Long Marston is a small village to the north of Tring in Hertfordshire, in the Tring Rural parish council area. It is located roughly 5 miles east of Aylesbury and 11 miles north-west of Hemel Hempstead.
The name of the village is likely to derive from 'Mershton', literally Marsh Farm, a reference to its propensity for flooding . By 1751 this had developed into the name Long Marcon
Long Marston Airfield were used as an aerodrome in 1917 during the First World War, but activities ceased after the armistice.
In 1940, farmland worked mainly by Arthur Rees and some by William Southernwoods was requisitioned, and 1941 saw intense activity as building contractors George Wimpey flattened the land and constructed runways, service roads and buildings
The Gaddesden Place positioned east of the small village, was built from 1768 to 1773 for the Halsey family.
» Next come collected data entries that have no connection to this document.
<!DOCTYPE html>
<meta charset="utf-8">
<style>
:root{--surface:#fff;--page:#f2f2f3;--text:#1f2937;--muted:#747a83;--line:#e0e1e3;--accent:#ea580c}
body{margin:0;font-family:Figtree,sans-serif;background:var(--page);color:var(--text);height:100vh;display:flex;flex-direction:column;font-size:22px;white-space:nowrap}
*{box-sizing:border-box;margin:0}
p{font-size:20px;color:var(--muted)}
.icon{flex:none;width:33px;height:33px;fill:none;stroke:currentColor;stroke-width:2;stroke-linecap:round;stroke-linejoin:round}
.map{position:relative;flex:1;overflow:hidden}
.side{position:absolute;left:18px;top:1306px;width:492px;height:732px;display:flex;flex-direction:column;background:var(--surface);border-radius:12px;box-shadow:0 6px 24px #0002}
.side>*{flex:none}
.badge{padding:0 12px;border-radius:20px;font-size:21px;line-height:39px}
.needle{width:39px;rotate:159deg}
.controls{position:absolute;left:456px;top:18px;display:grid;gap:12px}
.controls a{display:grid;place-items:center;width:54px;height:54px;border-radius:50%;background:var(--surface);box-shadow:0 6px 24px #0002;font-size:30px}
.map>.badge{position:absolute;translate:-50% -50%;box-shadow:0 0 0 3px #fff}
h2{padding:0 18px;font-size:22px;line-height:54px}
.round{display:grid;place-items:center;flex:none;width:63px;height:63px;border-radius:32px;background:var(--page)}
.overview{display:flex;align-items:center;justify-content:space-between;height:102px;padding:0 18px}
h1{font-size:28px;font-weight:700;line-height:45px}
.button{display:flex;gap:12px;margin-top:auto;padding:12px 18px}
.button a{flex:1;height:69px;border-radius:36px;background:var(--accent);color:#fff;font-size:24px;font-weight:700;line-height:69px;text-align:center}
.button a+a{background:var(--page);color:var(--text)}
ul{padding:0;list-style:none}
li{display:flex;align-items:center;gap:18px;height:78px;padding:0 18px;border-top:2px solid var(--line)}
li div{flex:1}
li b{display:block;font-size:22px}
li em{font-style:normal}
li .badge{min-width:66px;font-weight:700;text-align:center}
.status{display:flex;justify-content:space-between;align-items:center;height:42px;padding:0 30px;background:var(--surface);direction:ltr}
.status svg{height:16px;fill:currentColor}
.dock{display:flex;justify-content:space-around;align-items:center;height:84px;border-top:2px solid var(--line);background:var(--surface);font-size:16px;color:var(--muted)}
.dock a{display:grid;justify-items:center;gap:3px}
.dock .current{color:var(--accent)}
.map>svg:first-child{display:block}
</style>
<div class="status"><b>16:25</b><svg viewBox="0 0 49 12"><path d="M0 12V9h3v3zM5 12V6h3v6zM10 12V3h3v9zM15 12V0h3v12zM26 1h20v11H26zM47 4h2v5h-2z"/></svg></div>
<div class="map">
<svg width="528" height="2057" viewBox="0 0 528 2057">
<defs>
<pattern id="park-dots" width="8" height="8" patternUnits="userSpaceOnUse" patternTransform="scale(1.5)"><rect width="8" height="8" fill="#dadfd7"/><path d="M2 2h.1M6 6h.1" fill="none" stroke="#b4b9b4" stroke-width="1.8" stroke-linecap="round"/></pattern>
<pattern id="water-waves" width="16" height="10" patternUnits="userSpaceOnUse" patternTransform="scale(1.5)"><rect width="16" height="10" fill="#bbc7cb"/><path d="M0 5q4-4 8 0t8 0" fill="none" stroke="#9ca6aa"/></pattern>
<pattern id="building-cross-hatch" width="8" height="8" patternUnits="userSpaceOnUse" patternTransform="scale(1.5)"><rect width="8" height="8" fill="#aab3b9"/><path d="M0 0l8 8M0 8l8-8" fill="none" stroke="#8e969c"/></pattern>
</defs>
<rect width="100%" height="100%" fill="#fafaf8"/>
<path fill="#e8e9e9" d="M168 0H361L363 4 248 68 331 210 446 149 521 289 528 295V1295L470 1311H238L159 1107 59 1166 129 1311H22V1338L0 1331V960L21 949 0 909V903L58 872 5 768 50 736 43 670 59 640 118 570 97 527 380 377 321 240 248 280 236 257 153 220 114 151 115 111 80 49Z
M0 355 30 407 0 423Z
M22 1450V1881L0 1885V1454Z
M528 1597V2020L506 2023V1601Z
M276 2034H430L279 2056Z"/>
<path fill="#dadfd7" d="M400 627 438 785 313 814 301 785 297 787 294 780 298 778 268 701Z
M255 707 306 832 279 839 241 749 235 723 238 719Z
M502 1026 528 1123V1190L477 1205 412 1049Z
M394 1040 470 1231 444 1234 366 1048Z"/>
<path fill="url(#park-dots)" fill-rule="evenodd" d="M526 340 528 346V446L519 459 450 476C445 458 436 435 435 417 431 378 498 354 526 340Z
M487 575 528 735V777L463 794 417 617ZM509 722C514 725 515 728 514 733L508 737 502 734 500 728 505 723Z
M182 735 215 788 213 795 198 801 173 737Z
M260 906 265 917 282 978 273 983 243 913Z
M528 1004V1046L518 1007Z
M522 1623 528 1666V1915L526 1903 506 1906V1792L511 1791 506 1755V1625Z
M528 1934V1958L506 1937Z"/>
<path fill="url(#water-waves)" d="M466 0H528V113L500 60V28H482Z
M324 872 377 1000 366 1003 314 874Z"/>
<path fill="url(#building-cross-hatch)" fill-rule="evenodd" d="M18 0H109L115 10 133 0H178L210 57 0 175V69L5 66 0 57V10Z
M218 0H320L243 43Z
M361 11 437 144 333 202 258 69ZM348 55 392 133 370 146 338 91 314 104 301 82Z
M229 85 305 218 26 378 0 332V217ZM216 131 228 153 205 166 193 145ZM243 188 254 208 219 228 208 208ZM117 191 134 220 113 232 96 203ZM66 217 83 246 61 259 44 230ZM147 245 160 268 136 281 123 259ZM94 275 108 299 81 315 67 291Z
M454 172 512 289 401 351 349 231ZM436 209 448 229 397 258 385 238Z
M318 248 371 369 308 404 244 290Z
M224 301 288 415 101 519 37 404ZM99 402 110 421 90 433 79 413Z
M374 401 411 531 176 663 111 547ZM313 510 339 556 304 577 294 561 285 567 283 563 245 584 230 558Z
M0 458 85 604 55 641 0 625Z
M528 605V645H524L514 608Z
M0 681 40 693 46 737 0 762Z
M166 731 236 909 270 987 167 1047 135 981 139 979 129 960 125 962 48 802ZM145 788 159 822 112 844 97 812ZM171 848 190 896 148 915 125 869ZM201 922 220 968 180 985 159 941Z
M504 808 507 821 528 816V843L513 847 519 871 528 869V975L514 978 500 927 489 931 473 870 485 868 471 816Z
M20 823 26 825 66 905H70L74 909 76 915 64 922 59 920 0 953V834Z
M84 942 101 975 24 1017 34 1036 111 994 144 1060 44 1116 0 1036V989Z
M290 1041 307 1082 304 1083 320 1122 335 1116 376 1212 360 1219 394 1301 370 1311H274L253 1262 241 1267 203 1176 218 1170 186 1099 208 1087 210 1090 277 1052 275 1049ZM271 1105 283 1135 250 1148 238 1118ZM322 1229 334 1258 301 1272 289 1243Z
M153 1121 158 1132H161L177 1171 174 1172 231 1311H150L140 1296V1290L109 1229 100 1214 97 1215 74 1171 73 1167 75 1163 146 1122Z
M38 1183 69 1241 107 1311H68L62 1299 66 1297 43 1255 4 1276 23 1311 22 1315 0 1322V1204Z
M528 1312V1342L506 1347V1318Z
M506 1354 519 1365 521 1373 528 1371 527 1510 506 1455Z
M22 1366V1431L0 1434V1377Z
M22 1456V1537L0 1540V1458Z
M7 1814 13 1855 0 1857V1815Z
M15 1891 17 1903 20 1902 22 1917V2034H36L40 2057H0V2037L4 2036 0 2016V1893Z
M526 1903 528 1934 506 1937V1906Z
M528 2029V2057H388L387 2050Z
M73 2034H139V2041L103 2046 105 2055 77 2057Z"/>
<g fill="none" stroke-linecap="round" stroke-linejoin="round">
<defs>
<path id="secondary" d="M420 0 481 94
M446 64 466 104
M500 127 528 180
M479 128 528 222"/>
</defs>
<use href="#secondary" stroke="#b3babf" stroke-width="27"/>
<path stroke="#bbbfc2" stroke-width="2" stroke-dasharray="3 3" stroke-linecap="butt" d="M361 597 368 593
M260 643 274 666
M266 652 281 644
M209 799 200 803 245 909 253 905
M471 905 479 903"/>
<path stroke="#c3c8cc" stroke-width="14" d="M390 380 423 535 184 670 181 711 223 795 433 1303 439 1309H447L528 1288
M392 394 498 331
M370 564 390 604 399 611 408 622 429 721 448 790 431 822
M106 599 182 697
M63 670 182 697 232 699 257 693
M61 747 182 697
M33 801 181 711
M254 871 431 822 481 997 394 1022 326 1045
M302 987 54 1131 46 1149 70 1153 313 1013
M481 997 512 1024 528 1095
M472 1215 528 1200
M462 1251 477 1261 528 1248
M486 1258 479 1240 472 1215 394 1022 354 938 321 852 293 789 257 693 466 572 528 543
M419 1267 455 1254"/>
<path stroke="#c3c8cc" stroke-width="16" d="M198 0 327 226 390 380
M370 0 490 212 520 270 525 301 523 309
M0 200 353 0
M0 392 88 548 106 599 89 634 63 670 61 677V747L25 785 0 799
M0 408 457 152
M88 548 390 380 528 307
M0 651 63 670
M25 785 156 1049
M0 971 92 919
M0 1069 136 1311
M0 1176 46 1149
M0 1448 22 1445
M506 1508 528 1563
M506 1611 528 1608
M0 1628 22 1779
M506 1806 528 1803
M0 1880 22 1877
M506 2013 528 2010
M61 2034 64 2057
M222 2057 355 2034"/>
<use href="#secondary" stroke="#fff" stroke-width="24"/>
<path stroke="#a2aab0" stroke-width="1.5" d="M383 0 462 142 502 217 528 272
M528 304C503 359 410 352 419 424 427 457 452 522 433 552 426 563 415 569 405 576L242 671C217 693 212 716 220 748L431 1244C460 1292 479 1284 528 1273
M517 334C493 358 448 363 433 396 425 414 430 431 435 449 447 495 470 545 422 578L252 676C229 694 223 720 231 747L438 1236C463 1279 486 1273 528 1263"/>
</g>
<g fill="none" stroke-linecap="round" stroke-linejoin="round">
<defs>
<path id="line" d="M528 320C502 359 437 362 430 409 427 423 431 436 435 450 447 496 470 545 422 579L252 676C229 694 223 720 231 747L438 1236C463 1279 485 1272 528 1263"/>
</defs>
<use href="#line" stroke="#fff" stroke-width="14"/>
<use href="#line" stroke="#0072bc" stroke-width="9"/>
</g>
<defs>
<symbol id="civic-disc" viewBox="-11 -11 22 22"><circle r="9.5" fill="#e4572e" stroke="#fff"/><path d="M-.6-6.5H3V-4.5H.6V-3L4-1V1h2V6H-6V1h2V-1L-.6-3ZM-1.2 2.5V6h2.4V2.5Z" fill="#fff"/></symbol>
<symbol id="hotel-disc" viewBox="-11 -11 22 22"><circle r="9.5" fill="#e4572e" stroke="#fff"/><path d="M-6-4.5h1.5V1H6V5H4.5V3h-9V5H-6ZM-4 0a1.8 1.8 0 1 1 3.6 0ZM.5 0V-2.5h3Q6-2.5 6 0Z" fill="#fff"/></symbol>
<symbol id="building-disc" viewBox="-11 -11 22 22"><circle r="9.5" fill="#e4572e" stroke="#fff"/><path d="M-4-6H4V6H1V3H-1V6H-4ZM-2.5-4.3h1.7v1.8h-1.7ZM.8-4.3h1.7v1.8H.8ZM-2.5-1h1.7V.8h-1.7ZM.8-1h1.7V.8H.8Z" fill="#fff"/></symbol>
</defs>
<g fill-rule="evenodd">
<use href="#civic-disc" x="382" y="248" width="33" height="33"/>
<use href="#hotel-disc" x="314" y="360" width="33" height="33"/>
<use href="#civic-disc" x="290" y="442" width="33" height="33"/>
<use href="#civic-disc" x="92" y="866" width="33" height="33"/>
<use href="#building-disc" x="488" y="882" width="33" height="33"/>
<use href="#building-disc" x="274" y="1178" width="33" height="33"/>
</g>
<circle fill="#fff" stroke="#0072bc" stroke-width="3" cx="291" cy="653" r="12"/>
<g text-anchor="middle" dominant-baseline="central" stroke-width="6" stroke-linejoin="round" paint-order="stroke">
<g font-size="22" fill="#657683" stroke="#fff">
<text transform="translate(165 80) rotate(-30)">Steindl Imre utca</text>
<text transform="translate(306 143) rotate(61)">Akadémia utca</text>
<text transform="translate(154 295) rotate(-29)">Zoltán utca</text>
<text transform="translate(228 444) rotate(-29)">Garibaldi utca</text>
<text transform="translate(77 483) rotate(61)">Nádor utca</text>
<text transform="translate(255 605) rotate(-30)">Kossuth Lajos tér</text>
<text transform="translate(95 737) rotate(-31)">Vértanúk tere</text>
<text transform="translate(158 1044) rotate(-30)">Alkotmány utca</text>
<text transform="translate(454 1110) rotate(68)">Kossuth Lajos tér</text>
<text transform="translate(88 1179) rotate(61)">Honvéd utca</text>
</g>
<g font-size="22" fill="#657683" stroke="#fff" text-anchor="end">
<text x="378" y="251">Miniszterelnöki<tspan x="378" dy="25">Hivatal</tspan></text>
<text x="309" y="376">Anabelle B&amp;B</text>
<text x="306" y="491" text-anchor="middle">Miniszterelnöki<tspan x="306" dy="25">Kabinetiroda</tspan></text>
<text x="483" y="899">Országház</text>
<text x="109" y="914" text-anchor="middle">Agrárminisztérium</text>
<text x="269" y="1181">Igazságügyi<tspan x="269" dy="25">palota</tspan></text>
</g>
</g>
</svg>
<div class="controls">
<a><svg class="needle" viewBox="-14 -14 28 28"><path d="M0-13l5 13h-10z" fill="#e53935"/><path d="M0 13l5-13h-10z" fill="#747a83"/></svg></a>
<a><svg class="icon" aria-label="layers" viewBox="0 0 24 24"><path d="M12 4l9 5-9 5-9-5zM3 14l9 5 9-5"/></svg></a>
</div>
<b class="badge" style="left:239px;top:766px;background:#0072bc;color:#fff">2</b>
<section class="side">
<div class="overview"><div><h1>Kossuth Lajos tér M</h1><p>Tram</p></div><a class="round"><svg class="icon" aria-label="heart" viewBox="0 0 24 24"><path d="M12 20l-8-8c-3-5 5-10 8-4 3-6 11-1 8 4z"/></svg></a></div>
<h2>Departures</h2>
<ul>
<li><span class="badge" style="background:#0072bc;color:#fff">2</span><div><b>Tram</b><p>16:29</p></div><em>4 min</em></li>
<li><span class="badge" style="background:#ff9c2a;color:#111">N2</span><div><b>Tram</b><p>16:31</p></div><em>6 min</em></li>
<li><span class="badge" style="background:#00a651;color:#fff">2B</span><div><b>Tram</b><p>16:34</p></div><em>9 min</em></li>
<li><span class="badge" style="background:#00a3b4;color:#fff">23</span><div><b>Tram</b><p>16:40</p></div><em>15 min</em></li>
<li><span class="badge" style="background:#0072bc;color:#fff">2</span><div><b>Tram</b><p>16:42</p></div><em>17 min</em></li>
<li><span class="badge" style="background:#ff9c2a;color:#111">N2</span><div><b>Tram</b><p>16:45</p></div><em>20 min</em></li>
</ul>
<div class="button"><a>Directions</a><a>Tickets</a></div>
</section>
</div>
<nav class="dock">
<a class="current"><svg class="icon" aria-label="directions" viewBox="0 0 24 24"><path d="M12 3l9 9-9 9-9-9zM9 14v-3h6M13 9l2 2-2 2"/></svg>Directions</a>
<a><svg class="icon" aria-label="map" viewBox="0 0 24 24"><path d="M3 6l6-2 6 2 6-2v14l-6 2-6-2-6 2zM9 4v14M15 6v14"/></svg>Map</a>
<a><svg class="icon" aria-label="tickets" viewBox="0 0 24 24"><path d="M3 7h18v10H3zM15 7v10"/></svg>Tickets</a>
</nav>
It is surrounded by a huge park. In 1905 a fire destroyed the interior of the main house.
It is located in the Chiltern hills, north of Hemel Hempstead. The parish borders to Flamsted,
Hemel Hempstead, Nettleden and Little Gaddesden and also to Studham in Bedfordshire.
The Church St. John the Baptist was probably the site of a pre-Christian sanctuary. The church shows features of every period since the 12th century. Part of the chancel with Roman bricks dates back to the early 12th century. The old church was extended by the south aisle in the 13th century and the north aisle in the 14th century, the west tower was built in the 15th century and the north chapel in the 18th.
The medieval convent of St Margarets stood northwest of the village. For a while the site served as a WW2 RCAF transit camp and later a boarding school for children with Special needs, and it is now a Theravadin Buddhist monastery, Amaravati Buddhist Monastery, complete with temple.
The River Gade has its name from Gaddesden. Its clear water is used for watercress beds along the river and at Water End south of Great Gaddesden is an old corn mill provided by the stream. The bridge over the river at Water End has a medieval appearance but was built in the 19th century.
Little Gaddesden is a village and civil parish in the English county of Hertfordshire three miles north of Berkhamsted. As well as Little Gaddesden village, the parish contains the settlements of Ashridge, Hudnall, and part of Ringshall.